About ninety years later, a similar perspective is proposed by the French philosopher Jacques Ellul, who observes the “sacred awe that we experience face to face with nuclear fission” and the “religious complex” that strikes the human being when faced with items such as “television, computers, bikes, and rockets”. In his opinion, the advent of the modern era has not radically changed the ways we interact with our environment, but has rather changed the environment itself. In this case, the modern environment, far from being the result of the “supposed dedivinisation of the world”, becomes instead “a fictional world in which our religious sense incarnates itself” in physical objects that are no longer natural, but are still considered worthy of adoration if used with “joy and fear”.
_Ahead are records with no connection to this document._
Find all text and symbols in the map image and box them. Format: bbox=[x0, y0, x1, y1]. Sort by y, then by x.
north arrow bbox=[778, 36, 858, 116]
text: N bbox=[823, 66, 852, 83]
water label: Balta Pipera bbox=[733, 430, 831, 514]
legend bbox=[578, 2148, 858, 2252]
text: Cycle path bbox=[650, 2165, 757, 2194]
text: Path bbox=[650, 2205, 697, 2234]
It is my claim that, contrary to the views of Adams and Ellul, there are no reasons to conceive of an actual replacement of religious objects with technological objects. There has been, at least in the Western mind, a perennial parallel cultivation of scientific awe on the one hand and religious awe on the other, since the awe of the ancient man of science for scientific inquiry is similar to the awe of the contemporary scientist when making an unexpected discovery, and since the awe animating the religious founder or prophet still corresponds to the mystical experience of contemporary famous or secluded religious members, irrespective of the degree of development of science and technology. Although the awe of the scientist is in a way analogous to the awe of the religious founder, the two kinds of awe should not be interpreted as interchangeable.
However, at the same time, even if technological awe is not likely to lead to the complete extinction of religious awe, it may supersede it in popularity. It is undeniable that technology and science have increasingly taken up a greater and greater role in the lives of ordinary people. This makes it seem likely that more people in our century will get to experience technological awe than in prior centuries. The result could well be that fewer people feel drawn to the unique and increasingly old-fashioned experiences of religious awe.
In order for people to experience the fullest form of human life, we should try to check these trends by ensuring that there are opportunities for people to experience both kinds of awe. Society is already taking care of one side of this equation: new technologies are being rapidly introduced into communities all around the world. But what about experiences of religious awe in more technological-oriented communities? Employers such as Google offer many different employee-enrichment programs in their workplaces including opportunities for exercise and artistic expression. It would be my recommendation that they should ensure to include opportunities for religious experience in this suite of enriching activities. In that way these human beings can benefit from both kinds of awe, technological and religious.